▶ _TASK TO COMPLETE_:
Transcribe exactly the line containing "HO - 3</span>" and each line after it, through the end of the entries, with nothing before or after.

▶ _MATERIALS PROVIDED_:
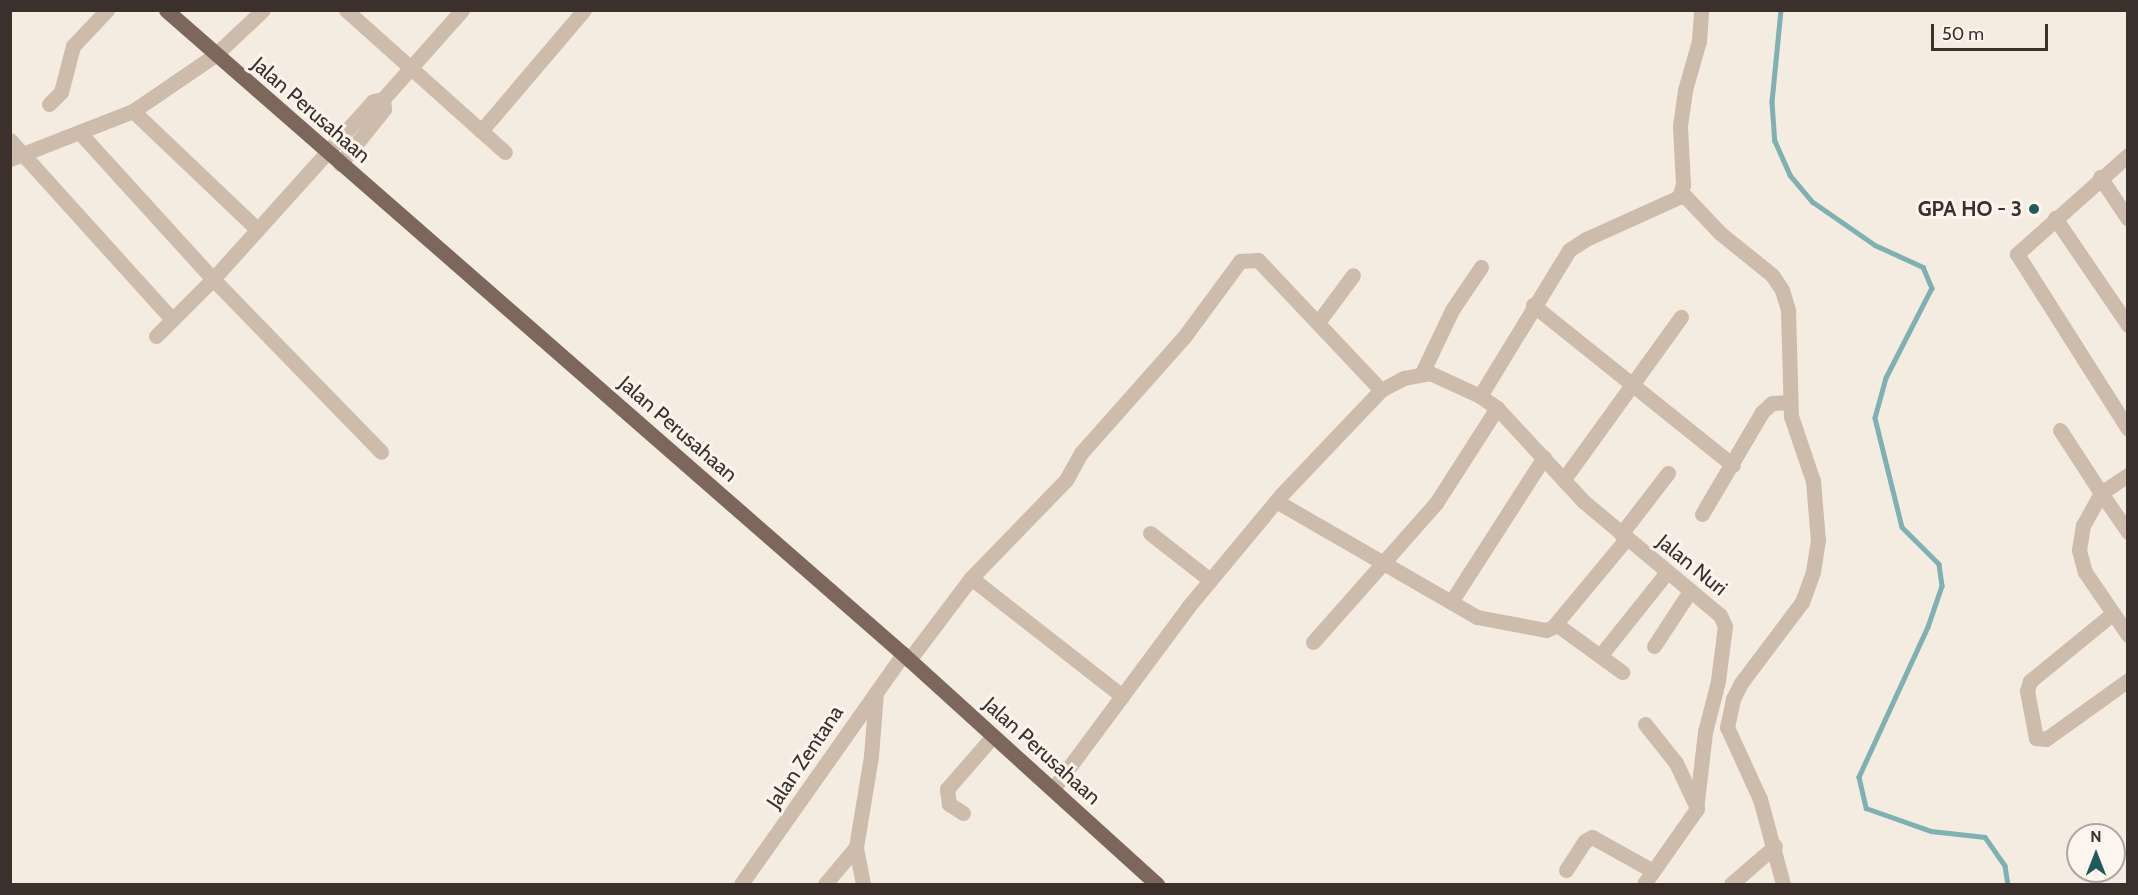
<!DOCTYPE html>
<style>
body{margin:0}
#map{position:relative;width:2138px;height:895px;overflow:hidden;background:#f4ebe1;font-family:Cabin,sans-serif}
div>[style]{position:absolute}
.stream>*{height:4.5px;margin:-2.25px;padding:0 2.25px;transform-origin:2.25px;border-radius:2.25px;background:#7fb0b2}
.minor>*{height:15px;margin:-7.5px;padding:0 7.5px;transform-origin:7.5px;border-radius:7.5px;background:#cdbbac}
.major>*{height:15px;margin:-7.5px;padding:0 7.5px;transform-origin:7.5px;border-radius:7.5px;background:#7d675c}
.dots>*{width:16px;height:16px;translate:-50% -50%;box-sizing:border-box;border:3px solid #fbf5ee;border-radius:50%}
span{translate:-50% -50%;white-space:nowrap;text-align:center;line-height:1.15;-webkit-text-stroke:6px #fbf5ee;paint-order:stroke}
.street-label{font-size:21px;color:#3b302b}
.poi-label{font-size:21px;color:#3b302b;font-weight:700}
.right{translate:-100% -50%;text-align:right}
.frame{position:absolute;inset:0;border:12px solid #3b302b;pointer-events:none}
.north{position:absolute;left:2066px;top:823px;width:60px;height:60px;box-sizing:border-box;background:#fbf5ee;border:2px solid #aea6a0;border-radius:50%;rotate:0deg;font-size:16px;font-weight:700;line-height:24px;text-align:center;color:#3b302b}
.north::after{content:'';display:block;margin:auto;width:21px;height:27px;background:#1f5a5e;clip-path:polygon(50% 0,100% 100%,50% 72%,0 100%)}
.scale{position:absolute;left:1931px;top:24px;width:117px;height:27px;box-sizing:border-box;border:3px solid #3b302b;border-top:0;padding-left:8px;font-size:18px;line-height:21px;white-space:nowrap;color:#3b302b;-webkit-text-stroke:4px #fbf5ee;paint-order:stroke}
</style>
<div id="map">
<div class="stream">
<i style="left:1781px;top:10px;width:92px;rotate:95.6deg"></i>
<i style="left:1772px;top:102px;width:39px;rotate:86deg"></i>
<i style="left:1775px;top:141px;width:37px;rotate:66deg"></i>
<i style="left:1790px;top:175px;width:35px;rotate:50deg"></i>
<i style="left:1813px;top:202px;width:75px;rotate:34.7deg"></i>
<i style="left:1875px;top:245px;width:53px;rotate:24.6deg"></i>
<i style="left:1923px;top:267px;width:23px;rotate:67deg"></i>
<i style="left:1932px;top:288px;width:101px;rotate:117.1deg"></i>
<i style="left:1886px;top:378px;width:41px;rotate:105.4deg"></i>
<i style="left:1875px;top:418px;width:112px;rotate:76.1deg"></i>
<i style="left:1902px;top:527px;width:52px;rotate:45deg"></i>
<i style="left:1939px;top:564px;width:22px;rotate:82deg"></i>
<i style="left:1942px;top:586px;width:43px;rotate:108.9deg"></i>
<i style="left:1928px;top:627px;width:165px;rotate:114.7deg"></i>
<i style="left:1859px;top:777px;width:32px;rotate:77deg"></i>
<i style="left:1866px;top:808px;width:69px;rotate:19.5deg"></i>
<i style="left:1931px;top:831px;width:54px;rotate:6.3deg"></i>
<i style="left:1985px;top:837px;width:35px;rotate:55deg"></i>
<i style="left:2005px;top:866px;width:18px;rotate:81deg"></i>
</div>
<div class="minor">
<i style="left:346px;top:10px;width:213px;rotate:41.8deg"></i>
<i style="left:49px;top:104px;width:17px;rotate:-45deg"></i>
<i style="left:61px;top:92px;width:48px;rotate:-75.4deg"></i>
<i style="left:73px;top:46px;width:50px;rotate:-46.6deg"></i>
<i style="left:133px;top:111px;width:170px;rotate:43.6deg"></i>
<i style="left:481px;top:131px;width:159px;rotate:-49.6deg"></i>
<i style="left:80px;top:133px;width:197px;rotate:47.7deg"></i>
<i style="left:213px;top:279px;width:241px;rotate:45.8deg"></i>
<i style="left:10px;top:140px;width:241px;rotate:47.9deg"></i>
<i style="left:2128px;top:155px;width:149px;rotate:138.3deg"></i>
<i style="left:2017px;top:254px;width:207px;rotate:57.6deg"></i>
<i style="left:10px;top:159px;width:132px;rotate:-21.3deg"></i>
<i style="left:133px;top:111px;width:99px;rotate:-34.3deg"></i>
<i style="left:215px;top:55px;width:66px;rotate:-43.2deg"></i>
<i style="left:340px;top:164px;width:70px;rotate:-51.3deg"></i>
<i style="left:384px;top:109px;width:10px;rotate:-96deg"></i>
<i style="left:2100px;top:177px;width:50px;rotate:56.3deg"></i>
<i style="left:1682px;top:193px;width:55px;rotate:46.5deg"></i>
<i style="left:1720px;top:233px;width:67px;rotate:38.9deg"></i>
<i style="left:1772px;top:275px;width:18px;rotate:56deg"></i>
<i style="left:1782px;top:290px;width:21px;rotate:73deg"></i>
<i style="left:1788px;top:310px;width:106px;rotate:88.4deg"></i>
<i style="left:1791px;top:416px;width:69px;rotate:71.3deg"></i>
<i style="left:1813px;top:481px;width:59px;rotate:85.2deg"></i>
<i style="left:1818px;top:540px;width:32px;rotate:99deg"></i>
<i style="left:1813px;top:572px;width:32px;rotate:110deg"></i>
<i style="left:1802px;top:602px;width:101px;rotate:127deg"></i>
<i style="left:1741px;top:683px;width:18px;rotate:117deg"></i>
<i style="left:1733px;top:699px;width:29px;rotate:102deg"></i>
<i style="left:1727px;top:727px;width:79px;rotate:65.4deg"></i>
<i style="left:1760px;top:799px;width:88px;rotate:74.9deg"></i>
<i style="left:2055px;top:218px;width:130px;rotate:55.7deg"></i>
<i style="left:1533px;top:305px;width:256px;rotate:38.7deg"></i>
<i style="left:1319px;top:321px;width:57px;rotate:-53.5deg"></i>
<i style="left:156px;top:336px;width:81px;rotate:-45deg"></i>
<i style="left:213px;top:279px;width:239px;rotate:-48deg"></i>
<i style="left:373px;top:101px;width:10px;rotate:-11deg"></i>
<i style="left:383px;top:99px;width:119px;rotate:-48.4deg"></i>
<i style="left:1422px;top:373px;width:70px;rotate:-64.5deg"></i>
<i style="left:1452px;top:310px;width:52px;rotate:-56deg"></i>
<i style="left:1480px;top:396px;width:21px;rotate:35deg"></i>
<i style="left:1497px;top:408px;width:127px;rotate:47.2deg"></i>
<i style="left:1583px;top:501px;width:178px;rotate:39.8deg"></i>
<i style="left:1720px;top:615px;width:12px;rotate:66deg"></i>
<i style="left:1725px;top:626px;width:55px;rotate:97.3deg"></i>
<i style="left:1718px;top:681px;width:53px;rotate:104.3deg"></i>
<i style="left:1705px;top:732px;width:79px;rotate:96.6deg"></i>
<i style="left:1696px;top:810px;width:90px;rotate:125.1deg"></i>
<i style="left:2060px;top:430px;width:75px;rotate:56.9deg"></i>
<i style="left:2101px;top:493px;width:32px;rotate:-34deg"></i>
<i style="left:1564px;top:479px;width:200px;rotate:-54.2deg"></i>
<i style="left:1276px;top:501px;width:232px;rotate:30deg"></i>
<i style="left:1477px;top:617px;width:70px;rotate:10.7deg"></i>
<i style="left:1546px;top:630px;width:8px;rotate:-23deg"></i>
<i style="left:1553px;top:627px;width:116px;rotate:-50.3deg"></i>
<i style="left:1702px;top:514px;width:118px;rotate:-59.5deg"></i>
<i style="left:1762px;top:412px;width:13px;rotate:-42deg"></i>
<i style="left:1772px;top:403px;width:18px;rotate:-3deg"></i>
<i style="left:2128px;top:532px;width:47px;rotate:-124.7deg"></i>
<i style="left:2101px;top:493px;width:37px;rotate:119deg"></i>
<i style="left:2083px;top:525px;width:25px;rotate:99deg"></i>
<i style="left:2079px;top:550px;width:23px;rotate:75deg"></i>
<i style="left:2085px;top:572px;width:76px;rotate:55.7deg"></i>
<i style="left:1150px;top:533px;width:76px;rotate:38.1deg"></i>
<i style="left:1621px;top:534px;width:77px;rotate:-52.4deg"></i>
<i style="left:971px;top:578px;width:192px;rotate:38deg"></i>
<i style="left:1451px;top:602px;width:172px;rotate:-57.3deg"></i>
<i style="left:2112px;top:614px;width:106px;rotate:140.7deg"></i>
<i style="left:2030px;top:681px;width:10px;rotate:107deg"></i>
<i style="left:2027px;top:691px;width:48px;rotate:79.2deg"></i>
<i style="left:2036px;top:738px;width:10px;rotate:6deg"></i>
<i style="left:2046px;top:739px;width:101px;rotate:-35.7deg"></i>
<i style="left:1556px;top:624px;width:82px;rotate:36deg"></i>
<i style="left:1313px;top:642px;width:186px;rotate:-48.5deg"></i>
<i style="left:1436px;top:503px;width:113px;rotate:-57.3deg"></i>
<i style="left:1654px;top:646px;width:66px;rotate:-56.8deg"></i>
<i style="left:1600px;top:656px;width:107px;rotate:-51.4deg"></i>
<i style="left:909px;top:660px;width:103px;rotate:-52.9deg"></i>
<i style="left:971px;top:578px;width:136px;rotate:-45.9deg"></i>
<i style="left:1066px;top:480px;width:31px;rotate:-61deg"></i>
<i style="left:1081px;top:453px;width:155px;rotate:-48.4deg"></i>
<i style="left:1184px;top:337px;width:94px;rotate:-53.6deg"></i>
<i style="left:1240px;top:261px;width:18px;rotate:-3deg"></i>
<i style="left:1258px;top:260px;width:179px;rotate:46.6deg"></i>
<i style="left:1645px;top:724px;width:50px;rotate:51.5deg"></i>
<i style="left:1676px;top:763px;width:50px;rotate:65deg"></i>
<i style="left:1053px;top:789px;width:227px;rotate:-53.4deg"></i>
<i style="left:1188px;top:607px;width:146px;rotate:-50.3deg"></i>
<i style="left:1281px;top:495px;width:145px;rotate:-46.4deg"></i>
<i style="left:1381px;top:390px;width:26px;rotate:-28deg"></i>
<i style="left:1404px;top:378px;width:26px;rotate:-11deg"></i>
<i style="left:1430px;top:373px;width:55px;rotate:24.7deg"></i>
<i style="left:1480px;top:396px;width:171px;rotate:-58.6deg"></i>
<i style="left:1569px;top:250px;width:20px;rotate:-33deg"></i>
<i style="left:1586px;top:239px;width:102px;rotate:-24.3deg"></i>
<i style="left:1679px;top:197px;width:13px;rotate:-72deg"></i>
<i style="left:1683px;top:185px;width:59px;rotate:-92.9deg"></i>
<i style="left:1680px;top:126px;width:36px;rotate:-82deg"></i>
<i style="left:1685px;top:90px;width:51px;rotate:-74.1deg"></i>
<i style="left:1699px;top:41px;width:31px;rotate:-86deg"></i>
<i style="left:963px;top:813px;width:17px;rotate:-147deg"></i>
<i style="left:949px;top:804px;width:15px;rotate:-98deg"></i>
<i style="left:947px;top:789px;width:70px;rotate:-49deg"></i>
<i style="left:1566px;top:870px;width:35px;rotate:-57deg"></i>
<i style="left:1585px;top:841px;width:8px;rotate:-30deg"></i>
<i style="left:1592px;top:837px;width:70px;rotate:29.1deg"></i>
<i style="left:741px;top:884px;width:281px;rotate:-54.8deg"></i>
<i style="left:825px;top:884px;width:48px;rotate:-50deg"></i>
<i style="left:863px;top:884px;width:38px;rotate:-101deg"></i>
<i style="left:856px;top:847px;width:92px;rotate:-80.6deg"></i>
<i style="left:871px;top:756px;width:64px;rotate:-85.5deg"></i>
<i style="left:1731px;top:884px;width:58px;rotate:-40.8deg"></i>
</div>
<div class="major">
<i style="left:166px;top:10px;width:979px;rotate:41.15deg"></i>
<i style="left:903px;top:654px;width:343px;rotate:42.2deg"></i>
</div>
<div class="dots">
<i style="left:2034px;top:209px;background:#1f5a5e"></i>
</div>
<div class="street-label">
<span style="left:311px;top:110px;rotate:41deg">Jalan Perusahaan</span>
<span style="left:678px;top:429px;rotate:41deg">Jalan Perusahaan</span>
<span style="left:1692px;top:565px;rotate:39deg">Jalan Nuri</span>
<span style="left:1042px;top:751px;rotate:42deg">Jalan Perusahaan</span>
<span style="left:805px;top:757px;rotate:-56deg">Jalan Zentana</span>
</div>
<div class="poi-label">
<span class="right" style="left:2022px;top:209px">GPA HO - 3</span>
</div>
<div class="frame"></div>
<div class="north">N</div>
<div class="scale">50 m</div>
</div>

▶ _WRITTEN SOLUTION_:
<span class="right" style="left:2022px;top:209px">GPA HO - 3</span>
</div>
<div class="frame"></div>
<div class="north">N</div>
<div class="scale">50 m</div>
</div>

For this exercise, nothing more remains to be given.